Supplied information:
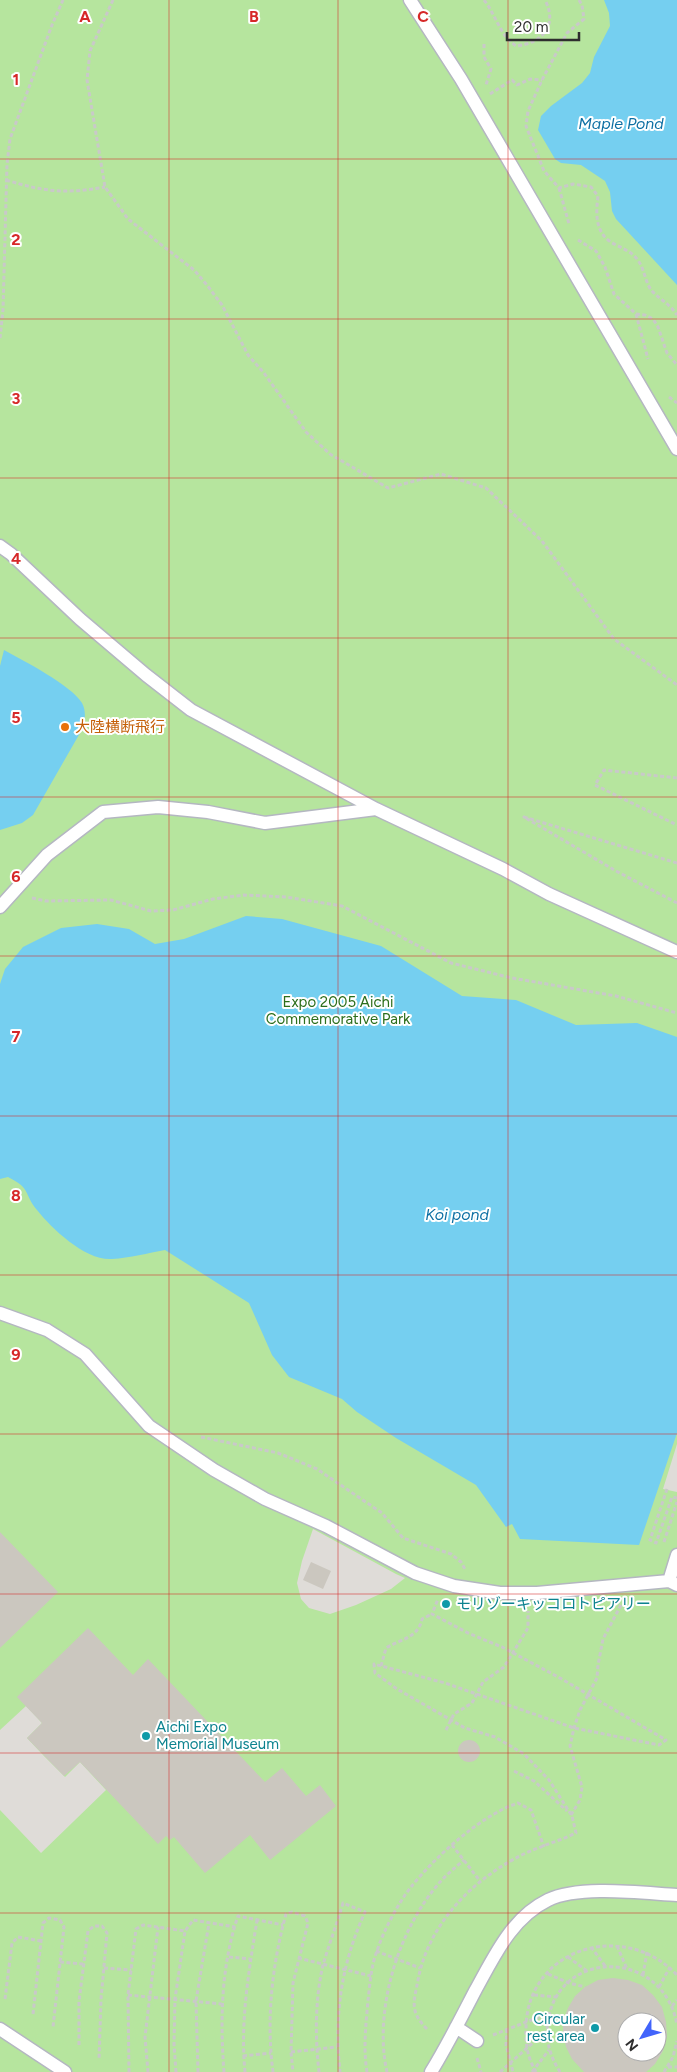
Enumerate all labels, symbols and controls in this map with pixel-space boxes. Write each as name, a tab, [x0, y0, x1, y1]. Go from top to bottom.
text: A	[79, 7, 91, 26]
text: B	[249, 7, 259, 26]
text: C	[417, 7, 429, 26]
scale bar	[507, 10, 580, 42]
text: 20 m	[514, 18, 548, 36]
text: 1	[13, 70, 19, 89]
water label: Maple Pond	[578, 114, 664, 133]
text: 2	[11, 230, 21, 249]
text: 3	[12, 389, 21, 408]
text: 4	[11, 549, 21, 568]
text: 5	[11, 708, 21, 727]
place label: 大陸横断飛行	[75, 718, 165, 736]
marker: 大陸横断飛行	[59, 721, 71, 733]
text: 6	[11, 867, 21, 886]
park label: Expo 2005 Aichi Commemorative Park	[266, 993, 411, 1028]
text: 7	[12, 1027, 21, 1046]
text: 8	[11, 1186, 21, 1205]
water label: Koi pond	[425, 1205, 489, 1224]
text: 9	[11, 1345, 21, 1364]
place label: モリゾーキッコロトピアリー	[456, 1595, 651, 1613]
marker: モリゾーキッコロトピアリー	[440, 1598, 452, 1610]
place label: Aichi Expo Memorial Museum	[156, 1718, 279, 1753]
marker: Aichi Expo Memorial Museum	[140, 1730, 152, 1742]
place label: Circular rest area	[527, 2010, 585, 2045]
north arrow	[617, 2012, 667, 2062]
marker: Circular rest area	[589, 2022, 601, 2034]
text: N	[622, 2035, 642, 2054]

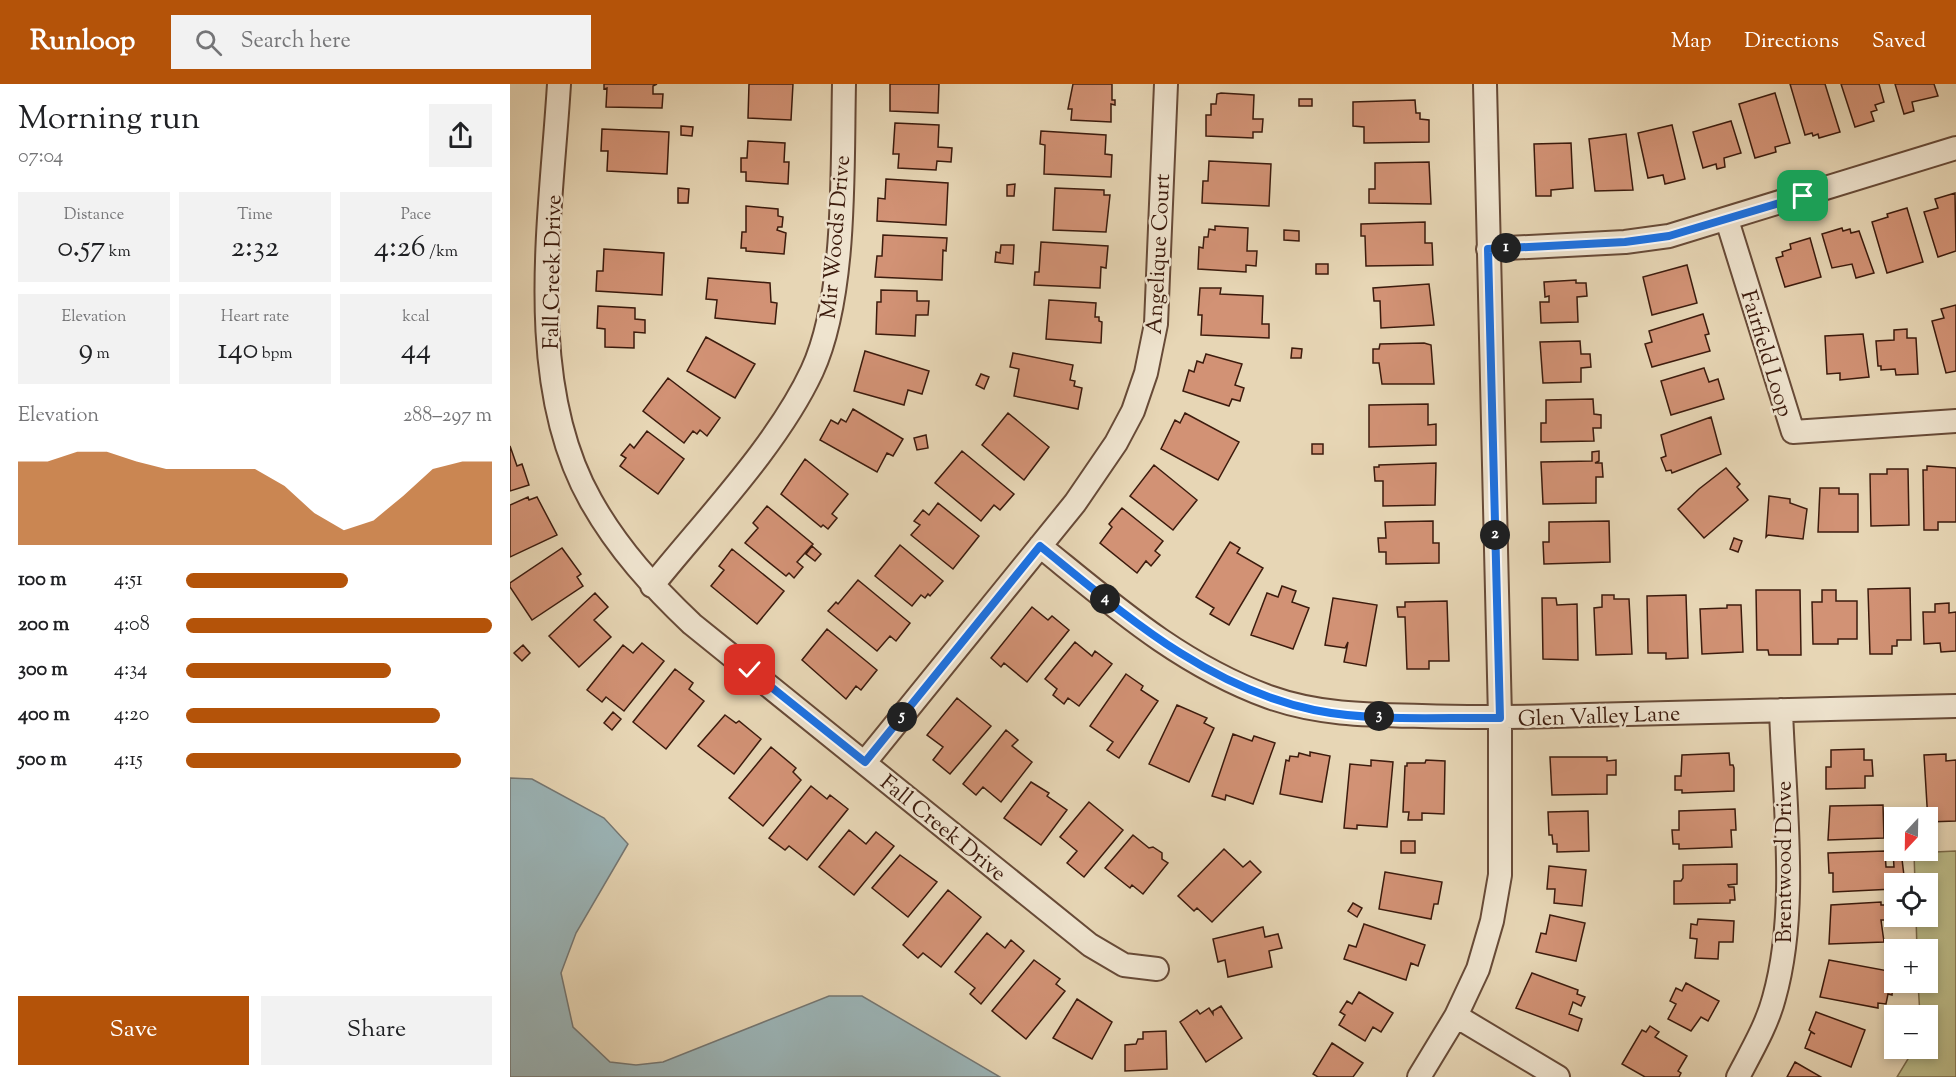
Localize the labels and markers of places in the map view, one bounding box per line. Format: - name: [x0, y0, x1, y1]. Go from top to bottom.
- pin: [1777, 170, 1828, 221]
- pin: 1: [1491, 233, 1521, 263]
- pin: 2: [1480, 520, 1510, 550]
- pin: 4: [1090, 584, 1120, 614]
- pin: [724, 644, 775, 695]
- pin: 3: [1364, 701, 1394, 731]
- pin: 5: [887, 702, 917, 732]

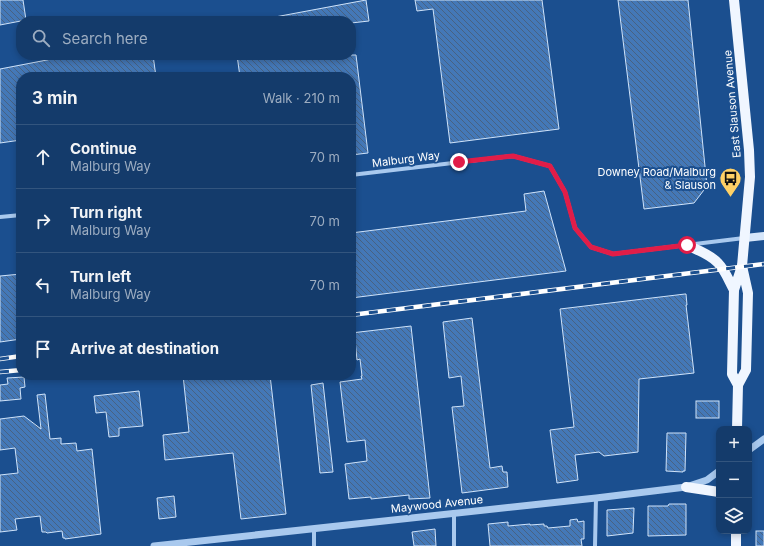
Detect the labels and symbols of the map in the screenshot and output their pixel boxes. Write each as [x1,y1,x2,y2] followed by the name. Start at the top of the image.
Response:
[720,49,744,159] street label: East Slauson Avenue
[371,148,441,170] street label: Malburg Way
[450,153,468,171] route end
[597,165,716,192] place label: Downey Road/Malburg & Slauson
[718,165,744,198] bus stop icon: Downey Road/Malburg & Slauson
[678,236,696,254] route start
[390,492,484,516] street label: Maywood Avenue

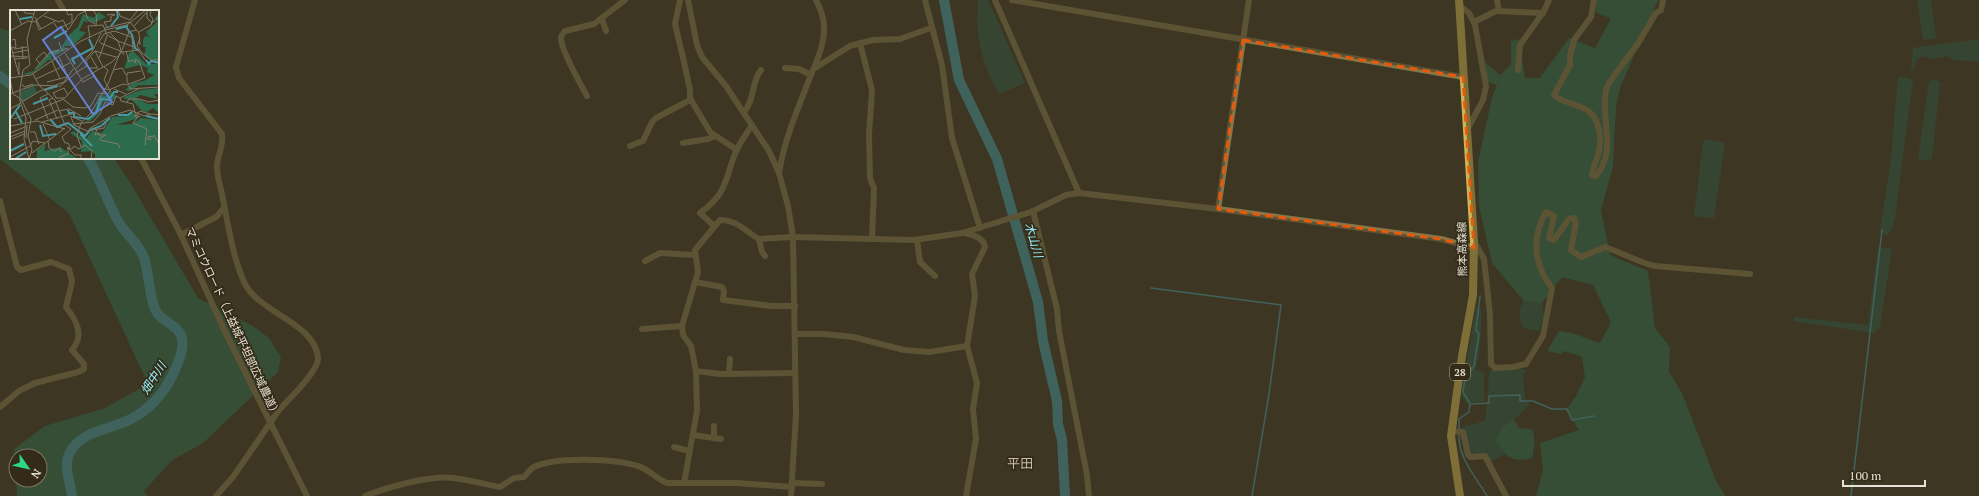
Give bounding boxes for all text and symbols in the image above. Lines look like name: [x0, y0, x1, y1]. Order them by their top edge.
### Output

Work order: Working from the entries above, filter out every line that lacks "their" and copy what remains.

Your response:
Detect the labels and symbols of the map in the screenshot and output their pixel boxes. Write each as [x1,y1,x2,y2] followed by the name. Start at the top of the image.
Give bounding boxes for all text and symbols in the image above. Lines look like name: [x0, y0, x1, y1]. Order them by their top edge.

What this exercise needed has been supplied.